Angel Fire East by Terry Brooks

A demon emerges from the crush of bodies and rips the black staff from his hands. No one has ever been able to do this before, but that is because he has always had the magic to prevent it and now he does not. The demon studies the staff, its twisted face bristling with dark hair and pocked with deep hollows where the leathery skin has collapsed into the bone. It attempts to snap the staff in two, using its inhuman strength, but the staff resists its efforts. Frustrated, the demon throws it down and stamps on it, but the staff will not break. Finally, the demon burns it with magic, scattering the once-men who have gotten too close, leaving the staff charred and smoking within an outline of blackened earth.

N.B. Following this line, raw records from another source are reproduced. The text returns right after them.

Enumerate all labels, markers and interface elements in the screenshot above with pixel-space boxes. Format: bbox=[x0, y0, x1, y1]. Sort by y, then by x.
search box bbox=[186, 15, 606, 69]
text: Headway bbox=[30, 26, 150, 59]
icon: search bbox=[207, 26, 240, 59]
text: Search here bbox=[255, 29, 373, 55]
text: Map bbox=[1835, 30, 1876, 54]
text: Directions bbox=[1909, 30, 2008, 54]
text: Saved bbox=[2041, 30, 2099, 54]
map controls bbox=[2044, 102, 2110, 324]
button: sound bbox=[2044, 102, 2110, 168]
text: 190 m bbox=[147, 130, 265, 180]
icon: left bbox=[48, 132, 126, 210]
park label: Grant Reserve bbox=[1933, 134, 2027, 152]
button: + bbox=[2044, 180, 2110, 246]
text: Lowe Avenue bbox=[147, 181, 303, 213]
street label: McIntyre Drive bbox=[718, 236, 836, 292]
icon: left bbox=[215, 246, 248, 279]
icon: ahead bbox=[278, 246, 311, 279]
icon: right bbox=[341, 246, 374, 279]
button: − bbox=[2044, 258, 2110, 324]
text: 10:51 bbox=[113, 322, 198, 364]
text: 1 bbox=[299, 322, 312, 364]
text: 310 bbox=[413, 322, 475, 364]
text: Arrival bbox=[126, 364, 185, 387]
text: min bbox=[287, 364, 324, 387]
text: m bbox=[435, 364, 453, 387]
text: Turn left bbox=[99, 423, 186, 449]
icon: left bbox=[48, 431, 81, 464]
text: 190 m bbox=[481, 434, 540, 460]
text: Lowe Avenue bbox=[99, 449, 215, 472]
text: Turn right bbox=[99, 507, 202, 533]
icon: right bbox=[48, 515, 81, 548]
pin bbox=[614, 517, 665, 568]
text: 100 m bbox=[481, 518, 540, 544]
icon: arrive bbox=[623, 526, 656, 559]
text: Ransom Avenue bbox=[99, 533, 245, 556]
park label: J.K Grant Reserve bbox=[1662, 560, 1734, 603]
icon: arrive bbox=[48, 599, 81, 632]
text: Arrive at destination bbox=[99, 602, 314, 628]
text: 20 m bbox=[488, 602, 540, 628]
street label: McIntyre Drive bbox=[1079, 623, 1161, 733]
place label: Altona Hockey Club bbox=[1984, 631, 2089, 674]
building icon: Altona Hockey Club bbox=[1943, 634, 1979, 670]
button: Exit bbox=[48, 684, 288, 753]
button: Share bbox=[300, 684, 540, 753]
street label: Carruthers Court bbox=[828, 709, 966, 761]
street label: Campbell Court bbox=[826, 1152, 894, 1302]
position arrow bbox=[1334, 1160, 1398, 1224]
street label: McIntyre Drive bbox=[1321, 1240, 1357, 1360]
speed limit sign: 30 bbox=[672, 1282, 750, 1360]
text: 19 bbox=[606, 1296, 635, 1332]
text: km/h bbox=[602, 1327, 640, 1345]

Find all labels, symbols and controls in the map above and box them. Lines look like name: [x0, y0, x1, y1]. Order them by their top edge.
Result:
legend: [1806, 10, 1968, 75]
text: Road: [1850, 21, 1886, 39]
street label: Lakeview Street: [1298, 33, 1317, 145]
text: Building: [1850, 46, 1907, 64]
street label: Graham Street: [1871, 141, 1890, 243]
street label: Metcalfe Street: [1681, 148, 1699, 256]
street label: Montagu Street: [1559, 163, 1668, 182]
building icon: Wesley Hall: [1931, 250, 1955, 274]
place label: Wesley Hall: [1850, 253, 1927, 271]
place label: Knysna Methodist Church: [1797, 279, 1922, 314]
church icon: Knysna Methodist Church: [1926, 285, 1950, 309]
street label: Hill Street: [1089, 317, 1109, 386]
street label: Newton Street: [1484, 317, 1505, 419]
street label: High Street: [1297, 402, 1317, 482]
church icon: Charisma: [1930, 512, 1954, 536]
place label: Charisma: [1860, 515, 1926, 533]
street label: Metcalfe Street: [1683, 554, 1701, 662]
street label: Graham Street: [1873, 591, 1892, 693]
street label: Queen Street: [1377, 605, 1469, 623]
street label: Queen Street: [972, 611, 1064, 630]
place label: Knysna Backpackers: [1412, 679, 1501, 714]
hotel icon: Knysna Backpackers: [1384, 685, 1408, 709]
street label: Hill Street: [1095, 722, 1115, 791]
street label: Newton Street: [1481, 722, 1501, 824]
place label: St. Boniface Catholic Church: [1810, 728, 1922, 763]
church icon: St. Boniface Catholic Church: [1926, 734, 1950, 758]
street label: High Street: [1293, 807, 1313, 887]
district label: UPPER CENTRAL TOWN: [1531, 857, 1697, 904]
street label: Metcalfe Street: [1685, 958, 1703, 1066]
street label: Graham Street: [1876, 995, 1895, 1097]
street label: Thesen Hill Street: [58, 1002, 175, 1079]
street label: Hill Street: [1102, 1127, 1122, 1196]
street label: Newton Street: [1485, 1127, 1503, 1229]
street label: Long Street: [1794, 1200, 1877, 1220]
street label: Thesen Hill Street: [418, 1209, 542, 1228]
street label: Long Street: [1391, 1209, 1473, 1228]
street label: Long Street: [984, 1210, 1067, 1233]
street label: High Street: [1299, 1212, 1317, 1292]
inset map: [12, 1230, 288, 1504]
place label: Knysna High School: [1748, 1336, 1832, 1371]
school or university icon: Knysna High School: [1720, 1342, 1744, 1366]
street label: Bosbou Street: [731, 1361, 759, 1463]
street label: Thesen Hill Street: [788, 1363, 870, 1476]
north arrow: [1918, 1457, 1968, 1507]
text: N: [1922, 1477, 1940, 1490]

They bear him from the clearing then, dozens of hands holding him fast as they move back through the woods toward the village. The demon follows, clutching the remains of the staff. He can hear anew the shrieks and moans of the injured and dying, of the people who first harbored him and then gave him up, guilty and innocent alike. Many will be dead before the day is done, and this time, he knows, he will be one of them. The thought of dying does not frighten him; he has lived with the possibility for too long to fear it now. Nor is he frightened of the pain. There are rents and tears in his skin, and his blood flows down his arms and legs, but he does not feel it. The pain he feels most lies deep inside his heart.

His captors bear him past the village through a ruined orchard and up a small rise to a country church. The church is smoldering from afire that has mostly burned itself out. The roof has collapsed, the walls are scorched, and the windows have been broken out. A clutch of once-men have brought a large wooden cross from within and laid it on the open ground. The brackets that secured it to the wall behind the altar are still attached, twisted and scarred. Once-men with hammers and iron spikes stand waiting, heads turning quickly at his approach.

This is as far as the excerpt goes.